Children of color also are more likely to be removed from their families for abuse and neglect, according to the report from the Michigan Race Equity Coalition in Child Welfare and Juvenile Justice, to be released today.
“This gives us verifiable data that policymakers, legislators really like,” said Michigan Supreme Court Justice Mary Beth Kelly, who co-chaired the coalition effort with public policy advocate and former legislator Lynn Jondahl. “That is really what moves decision-makers faster.”
Those behind the report hope it will help improve early intervention and community-based services for families, win more funding for child abuse and neglect prevention and lead to better training for child welfare workers to help them discern the difference between poverty and neglect.
About 13,000 kids in Michigan are in foster care at any given time, according to the Department of Human Services. Using data from 2013, the coalition’s report compares the number of minority children with the number of white children in care. It found:
•Minority kids were 2.1 times more likely to age out of foster care than white children.

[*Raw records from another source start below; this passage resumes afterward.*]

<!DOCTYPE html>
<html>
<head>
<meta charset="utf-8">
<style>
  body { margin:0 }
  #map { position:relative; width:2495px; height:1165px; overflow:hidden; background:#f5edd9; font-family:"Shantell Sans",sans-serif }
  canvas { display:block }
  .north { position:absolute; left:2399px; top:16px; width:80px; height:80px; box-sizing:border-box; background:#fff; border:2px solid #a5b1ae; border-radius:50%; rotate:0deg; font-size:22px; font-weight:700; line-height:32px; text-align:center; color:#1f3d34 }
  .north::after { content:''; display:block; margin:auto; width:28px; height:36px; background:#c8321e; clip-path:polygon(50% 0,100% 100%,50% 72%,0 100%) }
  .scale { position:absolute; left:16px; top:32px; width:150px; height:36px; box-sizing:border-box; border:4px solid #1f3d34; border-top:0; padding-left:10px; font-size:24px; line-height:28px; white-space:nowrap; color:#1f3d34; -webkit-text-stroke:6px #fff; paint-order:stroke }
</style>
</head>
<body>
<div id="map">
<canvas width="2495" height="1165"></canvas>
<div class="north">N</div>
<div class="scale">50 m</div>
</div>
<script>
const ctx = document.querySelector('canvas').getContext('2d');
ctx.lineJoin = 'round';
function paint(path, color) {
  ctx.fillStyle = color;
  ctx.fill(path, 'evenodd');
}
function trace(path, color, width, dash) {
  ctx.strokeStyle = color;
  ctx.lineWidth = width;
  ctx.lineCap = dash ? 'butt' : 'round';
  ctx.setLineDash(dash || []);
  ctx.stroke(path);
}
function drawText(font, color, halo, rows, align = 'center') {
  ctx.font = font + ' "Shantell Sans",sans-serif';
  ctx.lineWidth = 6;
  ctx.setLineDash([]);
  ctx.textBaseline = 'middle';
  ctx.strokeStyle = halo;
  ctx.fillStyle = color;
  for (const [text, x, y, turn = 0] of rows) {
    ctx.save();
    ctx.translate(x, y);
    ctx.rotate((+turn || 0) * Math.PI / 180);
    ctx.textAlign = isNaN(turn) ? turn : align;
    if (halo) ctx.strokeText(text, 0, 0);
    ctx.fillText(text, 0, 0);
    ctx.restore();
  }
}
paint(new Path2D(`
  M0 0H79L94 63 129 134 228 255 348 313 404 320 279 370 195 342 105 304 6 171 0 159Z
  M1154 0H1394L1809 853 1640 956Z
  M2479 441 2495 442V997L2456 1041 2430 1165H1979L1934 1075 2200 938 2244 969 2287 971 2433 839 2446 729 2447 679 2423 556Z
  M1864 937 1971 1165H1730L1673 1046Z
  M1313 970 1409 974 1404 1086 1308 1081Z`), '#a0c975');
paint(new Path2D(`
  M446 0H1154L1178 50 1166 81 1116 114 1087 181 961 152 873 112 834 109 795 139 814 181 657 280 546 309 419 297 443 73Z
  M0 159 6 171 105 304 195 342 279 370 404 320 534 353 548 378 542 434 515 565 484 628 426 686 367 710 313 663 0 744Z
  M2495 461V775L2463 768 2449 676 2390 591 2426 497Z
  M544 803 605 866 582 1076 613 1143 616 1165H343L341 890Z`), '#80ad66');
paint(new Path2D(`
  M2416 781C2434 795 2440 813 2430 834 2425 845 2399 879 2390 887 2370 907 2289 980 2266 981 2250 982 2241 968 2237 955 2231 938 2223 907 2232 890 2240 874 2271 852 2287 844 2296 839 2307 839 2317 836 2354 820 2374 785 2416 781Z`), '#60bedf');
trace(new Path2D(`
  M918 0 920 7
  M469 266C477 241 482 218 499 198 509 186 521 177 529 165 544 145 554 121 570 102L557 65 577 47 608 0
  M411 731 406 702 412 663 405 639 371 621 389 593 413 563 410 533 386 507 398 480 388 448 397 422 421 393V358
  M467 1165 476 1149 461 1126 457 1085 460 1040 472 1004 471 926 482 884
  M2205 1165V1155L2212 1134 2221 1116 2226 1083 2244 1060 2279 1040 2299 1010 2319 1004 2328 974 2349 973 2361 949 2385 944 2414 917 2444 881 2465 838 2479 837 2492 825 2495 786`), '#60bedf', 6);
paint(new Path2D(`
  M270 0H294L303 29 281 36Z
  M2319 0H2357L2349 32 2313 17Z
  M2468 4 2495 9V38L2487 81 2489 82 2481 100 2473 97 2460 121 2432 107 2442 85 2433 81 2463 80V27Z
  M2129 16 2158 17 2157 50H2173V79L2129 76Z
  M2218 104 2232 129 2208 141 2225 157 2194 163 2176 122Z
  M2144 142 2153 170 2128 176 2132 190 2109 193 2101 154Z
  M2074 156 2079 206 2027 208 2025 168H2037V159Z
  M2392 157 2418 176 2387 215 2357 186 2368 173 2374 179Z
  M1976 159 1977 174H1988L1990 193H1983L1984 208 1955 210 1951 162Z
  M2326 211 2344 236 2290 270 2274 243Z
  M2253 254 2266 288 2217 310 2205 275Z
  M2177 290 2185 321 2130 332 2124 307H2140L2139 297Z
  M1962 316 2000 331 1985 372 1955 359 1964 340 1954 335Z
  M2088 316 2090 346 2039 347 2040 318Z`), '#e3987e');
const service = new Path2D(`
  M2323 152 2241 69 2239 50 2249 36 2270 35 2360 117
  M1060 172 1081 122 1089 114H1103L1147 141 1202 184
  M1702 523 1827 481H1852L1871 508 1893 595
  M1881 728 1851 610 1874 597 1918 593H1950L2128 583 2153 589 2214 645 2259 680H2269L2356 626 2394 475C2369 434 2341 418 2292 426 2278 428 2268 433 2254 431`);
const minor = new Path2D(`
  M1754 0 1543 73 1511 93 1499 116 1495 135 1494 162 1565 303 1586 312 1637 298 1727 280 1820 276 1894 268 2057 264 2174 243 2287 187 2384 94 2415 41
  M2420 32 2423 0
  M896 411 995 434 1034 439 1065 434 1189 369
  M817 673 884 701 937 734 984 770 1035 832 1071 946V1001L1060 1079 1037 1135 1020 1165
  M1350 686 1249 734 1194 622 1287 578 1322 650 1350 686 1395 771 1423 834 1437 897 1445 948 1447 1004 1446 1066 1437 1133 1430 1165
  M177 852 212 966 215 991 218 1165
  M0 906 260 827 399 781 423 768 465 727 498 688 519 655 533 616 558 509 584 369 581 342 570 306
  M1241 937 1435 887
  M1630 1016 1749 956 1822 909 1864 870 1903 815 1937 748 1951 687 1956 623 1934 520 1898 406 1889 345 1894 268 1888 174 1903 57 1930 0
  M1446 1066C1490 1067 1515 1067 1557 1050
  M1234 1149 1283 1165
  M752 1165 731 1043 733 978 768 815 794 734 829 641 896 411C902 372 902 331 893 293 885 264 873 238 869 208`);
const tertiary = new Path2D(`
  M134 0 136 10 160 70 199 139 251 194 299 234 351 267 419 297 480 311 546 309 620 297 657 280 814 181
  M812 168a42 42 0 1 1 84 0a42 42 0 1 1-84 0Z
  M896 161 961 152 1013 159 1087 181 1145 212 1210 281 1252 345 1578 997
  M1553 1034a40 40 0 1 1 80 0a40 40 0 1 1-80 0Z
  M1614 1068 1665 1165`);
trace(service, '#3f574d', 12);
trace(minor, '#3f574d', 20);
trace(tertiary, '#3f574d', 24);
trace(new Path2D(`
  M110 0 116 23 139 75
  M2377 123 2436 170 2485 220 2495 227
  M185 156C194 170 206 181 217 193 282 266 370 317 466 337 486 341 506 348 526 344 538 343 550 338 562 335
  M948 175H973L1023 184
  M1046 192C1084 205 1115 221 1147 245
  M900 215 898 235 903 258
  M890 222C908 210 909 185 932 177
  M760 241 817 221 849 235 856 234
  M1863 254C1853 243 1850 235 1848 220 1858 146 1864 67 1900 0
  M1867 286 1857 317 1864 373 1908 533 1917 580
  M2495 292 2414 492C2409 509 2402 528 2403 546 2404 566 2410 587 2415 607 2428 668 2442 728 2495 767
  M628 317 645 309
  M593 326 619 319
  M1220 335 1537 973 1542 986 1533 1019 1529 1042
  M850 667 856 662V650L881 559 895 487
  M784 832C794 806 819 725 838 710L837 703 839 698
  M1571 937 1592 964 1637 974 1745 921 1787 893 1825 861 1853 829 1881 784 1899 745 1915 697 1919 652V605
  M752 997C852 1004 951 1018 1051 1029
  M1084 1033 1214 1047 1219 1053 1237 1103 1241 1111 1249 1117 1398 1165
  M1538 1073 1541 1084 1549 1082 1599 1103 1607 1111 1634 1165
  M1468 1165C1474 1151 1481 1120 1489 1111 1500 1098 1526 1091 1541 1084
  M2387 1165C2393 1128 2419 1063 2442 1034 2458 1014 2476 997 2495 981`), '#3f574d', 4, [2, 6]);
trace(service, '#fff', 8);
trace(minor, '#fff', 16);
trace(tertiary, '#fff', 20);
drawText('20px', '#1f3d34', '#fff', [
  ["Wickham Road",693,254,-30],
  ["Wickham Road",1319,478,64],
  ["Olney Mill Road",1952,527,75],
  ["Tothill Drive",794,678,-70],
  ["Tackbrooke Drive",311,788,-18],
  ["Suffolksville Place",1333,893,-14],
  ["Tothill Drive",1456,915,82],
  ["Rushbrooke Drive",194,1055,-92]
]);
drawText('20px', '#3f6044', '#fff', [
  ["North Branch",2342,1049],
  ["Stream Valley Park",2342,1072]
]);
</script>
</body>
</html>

Hispanic kids were 1.1 times more likely, American Indian 1.4 times more likely and black children 2.3 times more likely to age out of the system.
•Black children were 1.6 times more likely than white children to live with families investigated for abuse or neglect. Kids from Hispanic or American Indian families were slightly less likely than their white counterparts to live in families investigated for abuse or neglect.
•Children from minority families were 1.3 times more likely than white kids to be removed from their families’ homes due to abuse and neglect.
That’s troubling, said Jane Zehnder-Merrell of the Michigan League for Public Policy. She served as data coordinator for the project.
“That suggests we are not doing enough upstream to get these kids safe or keep these kids safe in their own homes,” she said.
“A lot of these kids get pulled into the child welfare system because that’s our response rather than helping their families with economic stability,” she said.
She said erosion in assistance for poor families and school funding in recent years has made the situation more precarious for many families.
“People are really struggling to maintain any kind of stability for their kids,” she said. “It used to be that schools were the bedrock in the community. That’s not the case anymore, particularly in our most desperately poor cities.”
Kelly said she’s encouraged by some recent changes, including a 2011 law that allows foster kids who meet certain criteria such as working or attending college to receive continuing assistance until they are 21.
The state also has boosted the number of foster care caseworkers.
Jondahl said a pilot program in Saginaw County involving courts, child welfare and juvenile justice systems provides a model for reducing the disproportionate numbers.
He also said an advisory panel will be created, meeting regularly, to check on progress in meeting the recommendations in the report.
“It won’t be just a report to put on the shelf,” he said. “That, to me, makes all the difference in the world.”